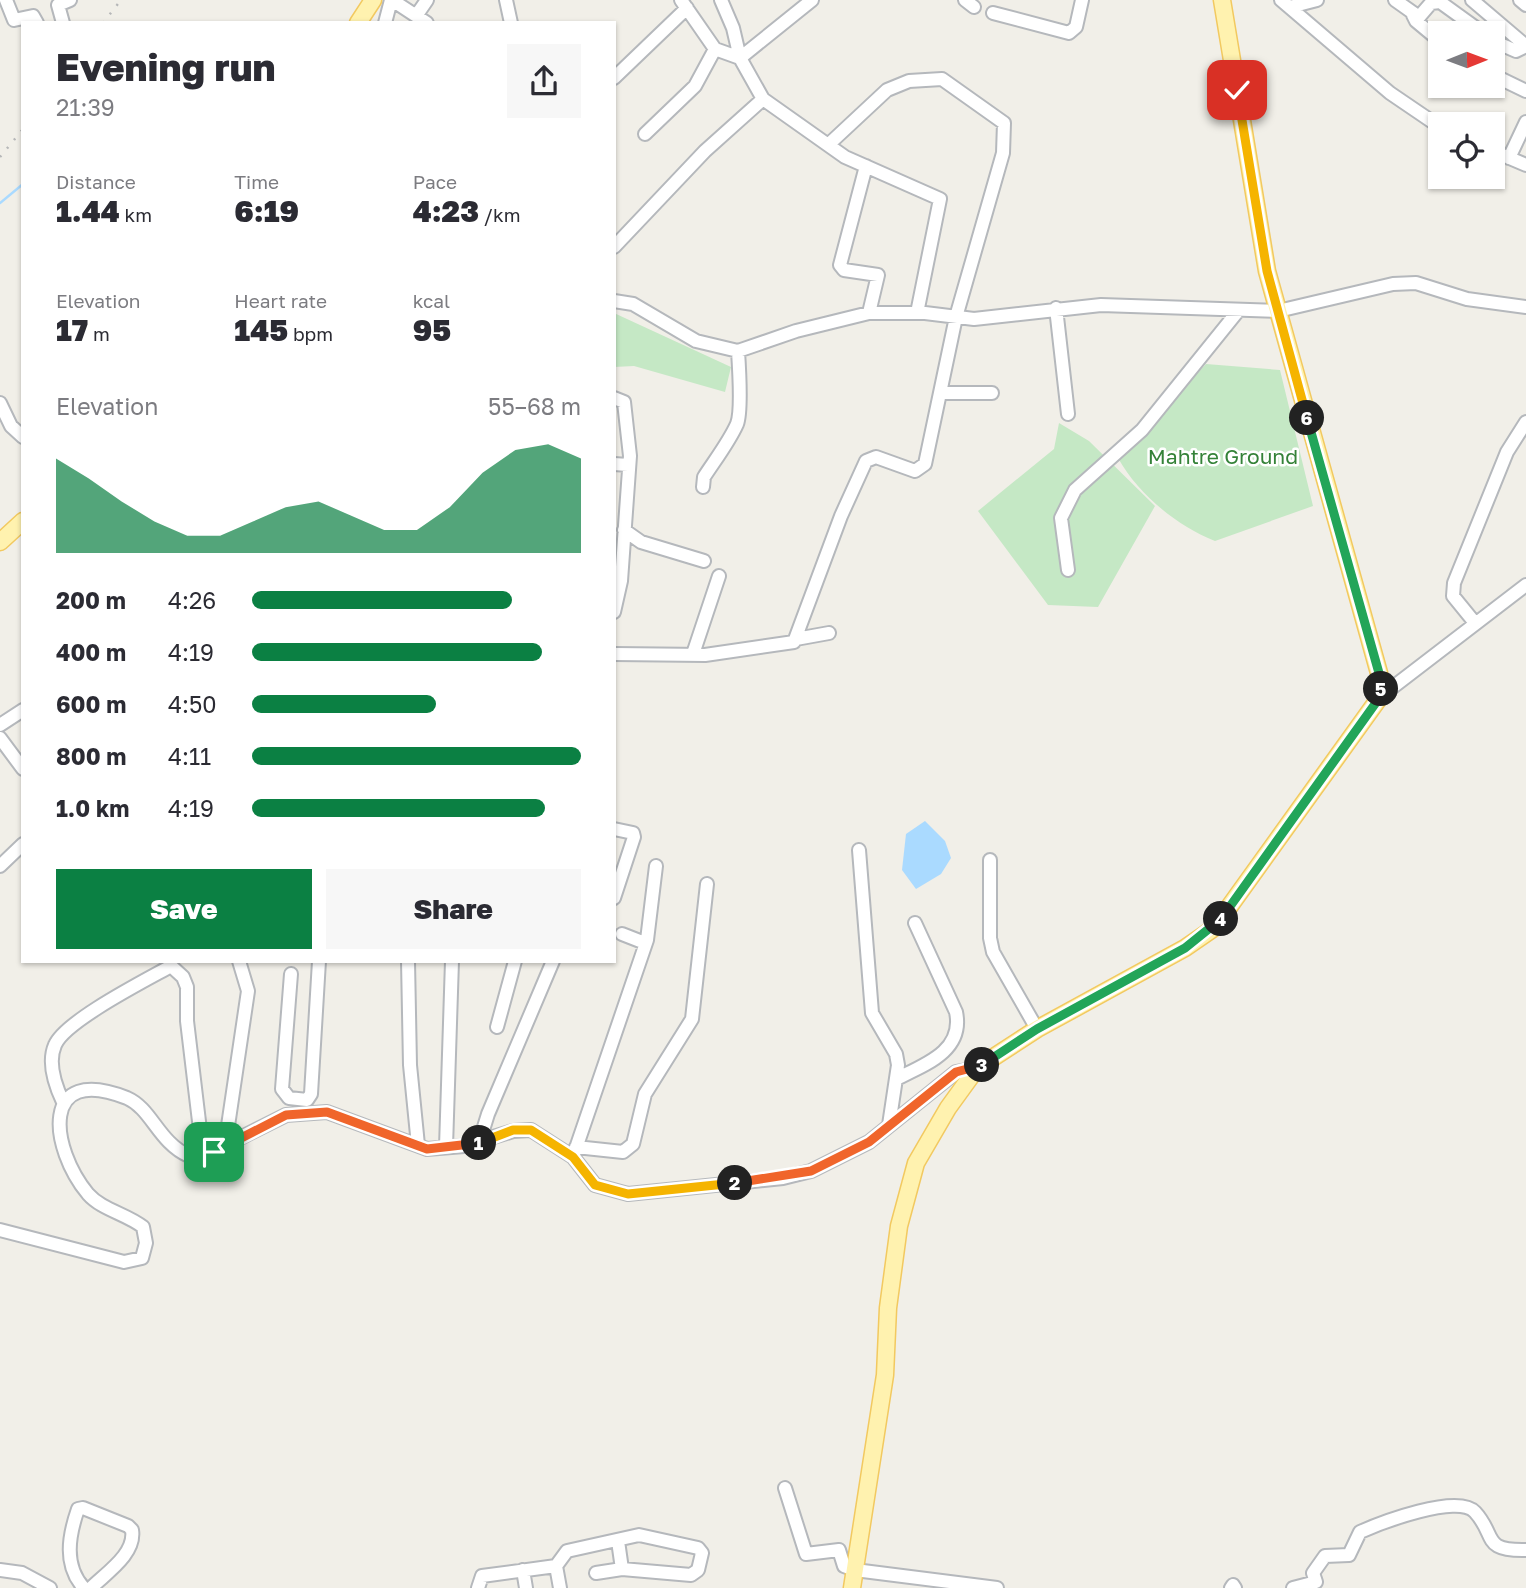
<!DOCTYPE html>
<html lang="en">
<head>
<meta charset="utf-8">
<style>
  :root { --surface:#fff; --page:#f7f7f7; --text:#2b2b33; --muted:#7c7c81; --accent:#0b8043 }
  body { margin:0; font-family:"Golos Text",sans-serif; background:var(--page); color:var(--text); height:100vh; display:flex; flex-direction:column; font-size:26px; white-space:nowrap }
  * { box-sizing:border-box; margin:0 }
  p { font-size:23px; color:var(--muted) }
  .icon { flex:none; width:38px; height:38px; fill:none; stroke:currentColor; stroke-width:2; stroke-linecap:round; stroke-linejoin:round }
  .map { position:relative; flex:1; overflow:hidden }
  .side { position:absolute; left:21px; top:21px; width:595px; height:942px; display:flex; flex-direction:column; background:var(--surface); border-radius:0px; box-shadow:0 2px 5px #0004 }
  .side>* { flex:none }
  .needle { width:46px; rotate:89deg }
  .tools { position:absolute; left:1428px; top:21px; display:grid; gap:14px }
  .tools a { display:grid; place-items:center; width:77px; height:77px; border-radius:0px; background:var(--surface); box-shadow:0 2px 5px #0004; font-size:35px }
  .pin { position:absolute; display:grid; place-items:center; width:60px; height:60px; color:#fff; margin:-30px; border-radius:14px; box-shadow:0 4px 10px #0006 }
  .km { position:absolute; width:35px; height:35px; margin:-18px; border-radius:50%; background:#222; color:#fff; font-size:19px; line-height:35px; text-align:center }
  .round { display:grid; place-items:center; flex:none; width:74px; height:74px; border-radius:0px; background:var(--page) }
  .headline { display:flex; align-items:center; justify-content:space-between; height:119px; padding:0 35px }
  h1 { font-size:38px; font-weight:800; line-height:52px }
  .figures { display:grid; grid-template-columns:repeat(3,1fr); gap:10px; height:119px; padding:7px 35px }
  .figures div { display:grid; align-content:center }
  .figures b { font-size:30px; font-weight:800 }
  .figures small { font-size:19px; font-weight:400 }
  .figures p { font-size:19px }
  .chart { height:196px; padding:14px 35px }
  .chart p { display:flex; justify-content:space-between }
  .chart svg { width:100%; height:126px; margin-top:7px; fill:var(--accent); opacity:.7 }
  .primary-button { display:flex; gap:14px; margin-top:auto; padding:14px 35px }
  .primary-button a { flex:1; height:80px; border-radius:0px; background:var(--accent); color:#fff; font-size:28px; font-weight:800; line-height:80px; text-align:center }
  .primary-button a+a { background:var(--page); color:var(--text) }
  ul { padding:0 35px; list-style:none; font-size:23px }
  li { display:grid; grid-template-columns:112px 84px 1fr; align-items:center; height:52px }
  li i { height:18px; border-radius:9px; background:var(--accent) }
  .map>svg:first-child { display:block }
  .green { fill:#c5e8c5 }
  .water { fill:#aadaff }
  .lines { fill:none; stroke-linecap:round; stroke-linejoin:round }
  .stream { stroke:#aadaff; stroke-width:2.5 }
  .minor-casing { stroke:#b5b8bc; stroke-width:16 }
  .major-casing { stroke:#f2c960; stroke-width:19 }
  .minor { stroke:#fff; stroke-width:12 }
  .major { stroke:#fff2af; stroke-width:16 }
  .rail { stroke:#b6b7b8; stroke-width:2.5; stroke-dasharray:2 9; stroke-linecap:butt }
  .split-1-casing { stroke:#fff; stroke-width:14 }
  .split-2-casing { stroke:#fff; stroke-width:14 }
  .split-3-casing { stroke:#fff; stroke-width:14 }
  .split-4-casing { stroke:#fff; stroke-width:14 }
  .split-5-casing { stroke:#fff; stroke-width:14 }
  .split-6-casing { stroke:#fff; stroke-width:14 }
  .split-7-casing { stroke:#fff; stroke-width:14 }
  .split-1 { stroke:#f0652b; stroke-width:9 }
  .split-2 { stroke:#f5b400; stroke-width:9 }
  .split-3 { stroke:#f0652b; stroke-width:9 }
  .split-4 { stroke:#22a559; stroke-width:9 }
  .split-5 { stroke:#22a559; stroke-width:9 }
  .split-6 { stroke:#22a559; stroke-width:9 }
  .split-7 { stroke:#f5b400; stroke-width:9 }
  .labels { text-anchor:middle; stroke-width:5; stroke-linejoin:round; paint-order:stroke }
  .park-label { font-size:21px; fill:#348238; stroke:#fff }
</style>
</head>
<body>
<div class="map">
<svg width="1526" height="1588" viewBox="0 0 1526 1588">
  <rect width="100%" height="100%" fill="#f1efe8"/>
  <path class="green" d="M 614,313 L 731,367 L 725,392 L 634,366 L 614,367 Z
    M 1206,364 L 1280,370 L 1313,506 L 1215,541 C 1177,526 1138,494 1118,458 Z
    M 1059,423 L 1089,441 L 1155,506 L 1098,607 L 1048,605 L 978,511 L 1054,449 Z"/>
  <path class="water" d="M 925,821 L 945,841 L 951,858 L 941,874 L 916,889 L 902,870 L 906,834 Z"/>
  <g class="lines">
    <path class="stream" d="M 0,203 L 23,184"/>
    <g class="minor-casing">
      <path id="minor" d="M 6,0 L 14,20 L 33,16 L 37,23
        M 392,0 L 427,23
        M 506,0 L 511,23
        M 681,0 L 715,49 L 740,58 L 812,0
        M 965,0 L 974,7
        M 1281,0 L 1390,93 L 1440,127
        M 1395,0 L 1419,17 L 1431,3 L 1440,2 L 1483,33
        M 1472,0 L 1526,46
        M 1520,0 L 1526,5
        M 1290,7 L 1317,0
        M 993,13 L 1069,33 L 1076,27 L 1082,0
        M 1413,15 L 1416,21 L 1440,41
        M 416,16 L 427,0
        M 63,23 L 58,5 L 70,0
        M 385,23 L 391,0
        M 1493,41 L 1516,51 L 1526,46
        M 1493,75 L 1526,91
        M 614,78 L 687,8
        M 763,99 L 845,157 L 940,199 L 917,313
        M 645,134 L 695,86 L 715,49
        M 1493,151 L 1526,165
        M 1509,158 L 1526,122
        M 866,166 L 840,265 L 844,270 L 878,275 L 869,313
        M 614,247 L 705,151 L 763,99 L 740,58 L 733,28 L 721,0
        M 614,301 L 633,304 L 696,341 L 738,351 L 796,331 L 869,313 L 925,313 L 974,319 L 1101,305 L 1278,311 L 1393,284 L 1416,283 L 1467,299 L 1526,307
        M 1056,308 L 1068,414
        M 940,393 L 992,393
        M 614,398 L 624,402 L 630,456 L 621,581 L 614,612
        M 0,403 L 11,426 L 23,437
        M 614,464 L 628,465
        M 703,487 L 704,477 C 715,460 729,442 737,424 C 742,411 739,366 738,351
        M 624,530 L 641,542 L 704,561
        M 1068,570 L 1061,518 L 1075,490 L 1142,430 L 1238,311
        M 1475,623 L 1453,596 L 1454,583 L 1507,452 L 1526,422
        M 796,639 L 829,633
        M 614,654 L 705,655 L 794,642 L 841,516 L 866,461 L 876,457 L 915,471 L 925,464 L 956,317 L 1003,153 L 1004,123 L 942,79 L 909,81 L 887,90 L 828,145
        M 693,654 L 719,576
        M 1380,697 L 1526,585
        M 0,725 L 23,710
        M 0,738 L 23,769
        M 614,829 L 633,833 L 634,837 L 614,898
        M 859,850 L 872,1013 L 896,1054 L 898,1065 L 889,1125
        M 990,860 L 990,938 L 993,952 L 1037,1029
        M 0,866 L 23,844
        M 622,934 L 645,943
        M 408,961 L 410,1065 L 418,1145
        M 291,974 L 282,1089 L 289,1098 L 307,1100 L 311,1094 L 319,961
        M 497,1027 L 515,961
        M 898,1078 C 927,1064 964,1050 956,1012 L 915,923
        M 63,1102 C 55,1085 47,1063 55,1045 C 65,1021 146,980 171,966 L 183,977 L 187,987 L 187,1021 L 203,1155
        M 479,1143 L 488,1114 L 553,961
        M 225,1146 L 248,991 L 239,961
        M 446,1147 L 452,961
        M 576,1147 L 623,1152 L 633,1144 L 645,1094 L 692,1019 L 707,884
        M 574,1154 L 647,940 L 656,866
        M 0,1230 L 124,1262 L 142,1258 L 146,1243 L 143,1227 C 127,1214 102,1210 88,1194 C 50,1148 39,1063 127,1098 C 152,1109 158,1142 189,1156 L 214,1151 L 286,1115 L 327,1112 L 427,1149 L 464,1146 L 513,1131 L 531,1130 L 573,1157 L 595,1185 L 628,1194 L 783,1178 L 811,1171 L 869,1142 L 956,1072 L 977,1068
        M 785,1488 L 806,1554 L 839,1550 L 844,1566 L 855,1570 L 997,1588
        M 618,1541 L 622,1569
        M 556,1566 L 567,1551 L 639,1535 L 698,1548 L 702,1553 L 698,1570 L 691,1575 L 622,1569 L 596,1573
        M 0,1570 L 22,1573 L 50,1588
        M 523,1570 L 526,1588
        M 84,1588 C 63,1565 69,1535 78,1509 L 83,1508 L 128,1526 L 132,1530 C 136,1554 106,1573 91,1588
        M 478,1588 L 482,1576 L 556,1566 L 560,1588
        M 1231,1588 L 1233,1585 L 1235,1588
        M 1293,1588 L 1316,1582 L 1313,1573 L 1325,1556 L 1349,1555 L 1360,1532 C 1380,1523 1458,1493 1475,1512 C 1497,1536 1481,1551 1526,1550"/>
    </g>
    <g class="major-casing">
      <path id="major" d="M 358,23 L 373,0
        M 0,542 L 23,521
        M 852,1588 L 885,1375 L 888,1308 L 899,1226 L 916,1163 L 948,1108 L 977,1068 L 1037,1029 L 1185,948 L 1214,928 L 1380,697 L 1379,673 L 1267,271 L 1222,0"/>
    </g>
    <use href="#minor" class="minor"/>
    <use href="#major" class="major"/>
    <path class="rail" d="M 103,23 L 121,0
      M 0,157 L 23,129"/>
  </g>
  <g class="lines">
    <g class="split-1-casing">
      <path id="split-1" d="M 214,1152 L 286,1115 L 327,1112 L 427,1149 L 479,1143"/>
    </g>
    <g class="split-2-casing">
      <path id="split-2" d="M 479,1143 L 513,1130 L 531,1130 L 573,1157 L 595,1185 L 628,1194 L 735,1183"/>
    </g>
    <g class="split-3-casing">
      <path id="split-3" d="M 735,1183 L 811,1171 L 869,1142 L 956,1072 L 982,1065"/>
    </g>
    <g class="split-4-casing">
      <path id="split-4" d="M 982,1065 L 1037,1029 L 1185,948 L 1221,919"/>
    </g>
    <g class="split-5-casing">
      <path id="split-5" d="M 1221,919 L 1380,697 L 1381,689"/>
    </g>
    <g class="split-6-casing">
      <path id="split-6" d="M 1307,418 L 1379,673 L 1381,689"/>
    </g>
    <g class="split-7-casing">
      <path id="split-7" d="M 1237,90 L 1267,271 L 1307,418"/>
    </g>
    <use href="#split-1" class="split-1"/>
    <use href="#split-2" class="split-2"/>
    <use href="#split-3" class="split-3"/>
    <use href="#split-4" class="split-4"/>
    <use href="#split-5" class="split-5"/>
    <use href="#split-6" class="split-6"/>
    <use href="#split-7" class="split-7"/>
  </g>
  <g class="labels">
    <g class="park-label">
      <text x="1223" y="464">Mahtre Ground</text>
    </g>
  </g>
</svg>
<div class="tools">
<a><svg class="needle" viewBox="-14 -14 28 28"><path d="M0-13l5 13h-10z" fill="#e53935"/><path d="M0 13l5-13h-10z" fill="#7c7c81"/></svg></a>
<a><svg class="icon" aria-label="locate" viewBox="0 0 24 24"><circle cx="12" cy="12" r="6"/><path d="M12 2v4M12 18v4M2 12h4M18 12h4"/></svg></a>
</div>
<div class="pin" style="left:214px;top:1152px;background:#1e9e55"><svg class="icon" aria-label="arrive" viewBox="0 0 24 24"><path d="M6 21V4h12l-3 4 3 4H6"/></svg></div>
<div class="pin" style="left:1237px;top:90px;background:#d93025"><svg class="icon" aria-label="check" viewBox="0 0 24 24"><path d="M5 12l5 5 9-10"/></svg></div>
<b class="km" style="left:479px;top:1143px">1</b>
<b class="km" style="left:735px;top:1183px">2</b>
<b class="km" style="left:982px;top:1065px">3</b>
<b class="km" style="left:1221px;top:919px">4</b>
<b class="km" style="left:1381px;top:689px">5</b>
<b class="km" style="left:1307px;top:418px">6</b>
<section class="side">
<div class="headline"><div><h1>Evening run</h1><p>21:39</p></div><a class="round"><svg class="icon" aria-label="share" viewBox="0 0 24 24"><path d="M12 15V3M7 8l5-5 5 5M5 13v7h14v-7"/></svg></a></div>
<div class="figures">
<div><p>Distance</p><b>1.44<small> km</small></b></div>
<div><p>Time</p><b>6:19</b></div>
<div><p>Pace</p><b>4:23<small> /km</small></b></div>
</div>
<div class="figures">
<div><p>Elevation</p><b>17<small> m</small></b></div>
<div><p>Heart rate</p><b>145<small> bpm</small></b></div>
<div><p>kcal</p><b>95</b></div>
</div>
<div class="chart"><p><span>Elevation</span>55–68 m</p>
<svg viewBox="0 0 160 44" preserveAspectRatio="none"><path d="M0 44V11L10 18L20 26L30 33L40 38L50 38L60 33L70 28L80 26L90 31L100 36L110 36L120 28L130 16L140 8L150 6L160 11V44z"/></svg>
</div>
<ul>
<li><b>200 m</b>4:26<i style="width:79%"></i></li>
<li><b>400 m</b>4:19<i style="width:88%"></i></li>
<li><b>600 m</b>4:50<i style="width:56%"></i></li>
<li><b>800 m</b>4:11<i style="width:100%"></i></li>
<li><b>1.0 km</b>4:19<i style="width:89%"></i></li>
</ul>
<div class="primary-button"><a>Save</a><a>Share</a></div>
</section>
</div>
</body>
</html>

- [To do]
Number of lines above with the word "Elevation": supply it alone.

- [Task solution]
2